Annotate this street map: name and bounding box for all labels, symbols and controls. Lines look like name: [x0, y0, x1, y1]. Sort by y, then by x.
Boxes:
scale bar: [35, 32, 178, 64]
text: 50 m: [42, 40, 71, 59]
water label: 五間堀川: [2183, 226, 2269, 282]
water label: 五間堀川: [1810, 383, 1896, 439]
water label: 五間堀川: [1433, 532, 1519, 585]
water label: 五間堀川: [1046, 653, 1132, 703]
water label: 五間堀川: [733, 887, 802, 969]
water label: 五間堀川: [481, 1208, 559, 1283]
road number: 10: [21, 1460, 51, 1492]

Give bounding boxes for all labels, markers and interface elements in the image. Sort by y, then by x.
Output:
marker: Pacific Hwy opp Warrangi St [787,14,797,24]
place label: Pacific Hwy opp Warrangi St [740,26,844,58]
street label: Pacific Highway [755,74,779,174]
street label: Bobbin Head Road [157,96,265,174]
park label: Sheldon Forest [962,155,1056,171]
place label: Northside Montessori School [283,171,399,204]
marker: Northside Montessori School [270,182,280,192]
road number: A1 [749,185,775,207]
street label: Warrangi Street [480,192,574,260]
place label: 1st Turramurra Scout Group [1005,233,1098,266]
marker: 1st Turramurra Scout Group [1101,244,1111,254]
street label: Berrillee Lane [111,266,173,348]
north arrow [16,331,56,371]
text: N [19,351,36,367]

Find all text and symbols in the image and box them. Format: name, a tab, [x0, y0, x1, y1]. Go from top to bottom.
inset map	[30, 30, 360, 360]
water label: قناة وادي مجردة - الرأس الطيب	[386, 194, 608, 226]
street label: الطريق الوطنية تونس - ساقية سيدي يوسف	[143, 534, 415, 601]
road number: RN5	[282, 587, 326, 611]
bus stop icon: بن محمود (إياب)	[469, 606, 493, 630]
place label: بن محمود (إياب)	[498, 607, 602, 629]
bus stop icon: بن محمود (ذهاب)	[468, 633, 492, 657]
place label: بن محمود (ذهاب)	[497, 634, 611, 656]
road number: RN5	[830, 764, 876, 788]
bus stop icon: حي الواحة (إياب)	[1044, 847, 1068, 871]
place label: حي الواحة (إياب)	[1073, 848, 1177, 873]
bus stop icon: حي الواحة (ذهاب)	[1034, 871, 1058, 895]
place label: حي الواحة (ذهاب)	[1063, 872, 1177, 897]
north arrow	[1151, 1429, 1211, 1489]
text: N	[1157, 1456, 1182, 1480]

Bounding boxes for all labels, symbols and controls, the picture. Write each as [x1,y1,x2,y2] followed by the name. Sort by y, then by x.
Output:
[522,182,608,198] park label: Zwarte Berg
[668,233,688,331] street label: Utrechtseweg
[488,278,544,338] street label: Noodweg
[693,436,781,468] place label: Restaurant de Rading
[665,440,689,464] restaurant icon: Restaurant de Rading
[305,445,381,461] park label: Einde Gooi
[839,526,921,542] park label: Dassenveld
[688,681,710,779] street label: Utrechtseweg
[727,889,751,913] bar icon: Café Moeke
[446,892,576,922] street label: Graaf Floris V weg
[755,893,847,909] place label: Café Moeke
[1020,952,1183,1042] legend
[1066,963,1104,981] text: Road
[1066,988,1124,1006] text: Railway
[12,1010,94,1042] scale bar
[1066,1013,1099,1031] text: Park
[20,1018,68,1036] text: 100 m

◇ ◇ ◇

• Work instructions:
Transcribe each record above exactly. Skip none.

• Task response:
Annotate this street map: name and bounding box for all labels, symbols and controls. Lines look like name: [x0, y0, x1, y1]. Sort by y, then by x.
Boxes:
scale bar: [35, 32, 178, 64]
text: 50 m: [42, 40, 71, 59]
water label: 五間堀川: [2183, 226, 2269, 282]
water label: 五間堀川: [1810, 383, 1896, 439]
water label: 五間堀川: [1433, 532, 1519, 585]
water label: 五間堀川: [1046, 653, 1132, 703]
water label: 五間堀川: [733, 887, 802, 969]
water label: 五間堀川: [481, 1208, 559, 1283]
road number: 10: [21, 1460, 51, 1492]

Give bounding boxes for all labels, markers and interface elements in the image. Sort by y, then by x.
Output:
marker: Pacific Hwy opp Warrangi St [787,14,797,24]
place label: Pacific Hwy opp Warrangi St [740,26,844,58]
street label: Pacific Highway [755,74,779,174]
street label: Bobbin Head Road [157,96,265,174]
park label: Sheldon Forest [962,155,1056,171]
place label: Northside Montessori School [283,171,399,204]
marker: Northside Montessori School [270,182,280,192]
road number: A1 [749,185,775,207]
street label: Warrangi Street [480,192,574,260]
place label: 1st Turramurra Scout Group [1005,233,1098,266]
marker: 1st Turramurra Scout Group [1101,244,1111,254]
street label: Berrillee Lane [111,266,173,348]
north arrow [16,331,56,371]
text: N [19,351,36,367]

Find all text and symbols in the image and box them. Format: name, a tab, [x0, y0, x1, y1]. Go from top to bottom.
inset map	[30, 30, 360, 360]
water label: قناة وادي مجردة - الرأس الطيب	[386, 194, 608, 226]
street label: الطريق الوطنية تونس - ساقية سيدي يوسف	[143, 534, 415, 601]
road number: RN5	[282, 587, 326, 611]
bus stop icon: بن محمود (إياب)	[469, 606, 493, 630]
place label: بن محمود (إياب)	[498, 607, 602, 629]
bus stop icon: بن محمود (ذهاب)	[468, 633, 492, 657]
place label: بن محمود (ذهاب)	[497, 634, 611, 656]
road number: RN5	[830, 764, 876, 788]
bus stop icon: حي الواحة (إياب)	[1044, 847, 1068, 871]
place label: حي الواحة (إياب)	[1073, 848, 1177, 873]
bus stop icon: حي الواحة (ذهاب)	[1034, 871, 1058, 895]
place label: حي الواحة (ذهاب)	[1063, 872, 1177, 897]
north arrow	[1151, 1429, 1211, 1489]
text: N	[1157, 1456, 1182, 1480]

Bounding boxes for all labels, symbols and controls, the picture. Write each as [x1,y1,x2,y2] followed by the name. Sort by y, then by x.
Output:
[522,182,608,198] park label: Zwarte Berg
[668,233,688,331] street label: Utrechtseweg
[488,278,544,338] street label: Noodweg
[693,436,781,468] place label: Restaurant de Rading
[665,440,689,464] restaurant icon: Restaurant de Rading
[305,445,381,461] park label: Einde Gooi
[839,526,921,542] park label: Dassenveld
[688,681,710,779] street label: Utrechtseweg
[727,889,751,913] bar icon: Café Moeke
[446,892,576,922] street label: Graaf Floris V weg
[755,893,847,909] place label: Café Moeke
[1020,952,1183,1042] legend
[1066,963,1104,981] text: Road
[1066,988,1124,1006] text: Railway
[12,1010,94,1042] scale bar
[1066,1013,1099,1031] text: Park
[20,1018,68,1036] text: 100 m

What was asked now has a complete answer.